Dataset items:
######

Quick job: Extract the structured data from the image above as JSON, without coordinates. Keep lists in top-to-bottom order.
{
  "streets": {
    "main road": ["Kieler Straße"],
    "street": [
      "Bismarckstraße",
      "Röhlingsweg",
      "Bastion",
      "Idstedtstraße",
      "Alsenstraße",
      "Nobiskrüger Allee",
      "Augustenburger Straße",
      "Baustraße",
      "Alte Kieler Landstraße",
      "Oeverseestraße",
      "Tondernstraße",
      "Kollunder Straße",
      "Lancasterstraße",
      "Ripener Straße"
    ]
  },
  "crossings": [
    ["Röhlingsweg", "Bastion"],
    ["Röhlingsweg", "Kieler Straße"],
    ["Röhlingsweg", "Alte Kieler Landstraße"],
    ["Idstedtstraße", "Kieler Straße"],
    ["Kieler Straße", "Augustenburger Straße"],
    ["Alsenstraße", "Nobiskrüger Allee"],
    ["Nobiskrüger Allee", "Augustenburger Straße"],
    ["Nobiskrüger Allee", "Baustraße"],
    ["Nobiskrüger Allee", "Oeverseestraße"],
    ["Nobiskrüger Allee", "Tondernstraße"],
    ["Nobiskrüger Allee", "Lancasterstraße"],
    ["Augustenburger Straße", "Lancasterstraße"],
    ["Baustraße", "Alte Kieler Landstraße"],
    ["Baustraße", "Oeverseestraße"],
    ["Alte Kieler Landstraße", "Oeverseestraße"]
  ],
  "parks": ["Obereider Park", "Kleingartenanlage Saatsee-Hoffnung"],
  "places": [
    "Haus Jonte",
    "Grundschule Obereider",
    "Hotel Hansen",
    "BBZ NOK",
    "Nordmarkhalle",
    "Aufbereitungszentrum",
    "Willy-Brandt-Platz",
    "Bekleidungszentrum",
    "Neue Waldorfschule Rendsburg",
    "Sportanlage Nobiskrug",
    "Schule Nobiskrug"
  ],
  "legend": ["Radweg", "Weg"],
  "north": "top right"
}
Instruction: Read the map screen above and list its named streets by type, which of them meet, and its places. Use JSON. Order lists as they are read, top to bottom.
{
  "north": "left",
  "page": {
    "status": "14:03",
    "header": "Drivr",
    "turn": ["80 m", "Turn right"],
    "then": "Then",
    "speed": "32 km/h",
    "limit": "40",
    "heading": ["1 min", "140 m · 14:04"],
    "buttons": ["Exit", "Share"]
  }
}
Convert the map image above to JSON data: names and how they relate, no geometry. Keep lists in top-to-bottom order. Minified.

######

- Exercise: Your task is to set down exactly the lines from the line containing "Instruction: Read the" to the end of the data above, including both ends.

- Response below:
Instruction: Read the map screen above and list its named streets by type, which of them meet, and its places. Use JSON. Order lists as they are read, top to bottom.
{
  "north": "left",
  "page": {
    "status": "14:03",
    "header": "Drivr",
    "turn": ["80 m", "Turn right"],
    "then": "Then",
    "speed": "32 km/h",
    "limit": "40",
    "heading": ["1 min", "140 m · 14:04"],
    "buttons": ["Exit", "Share"]
  }
}
Convert the map image above to JSON data: names and how they relate, no geometry. Keep lists in top-to-bottom order. Minified.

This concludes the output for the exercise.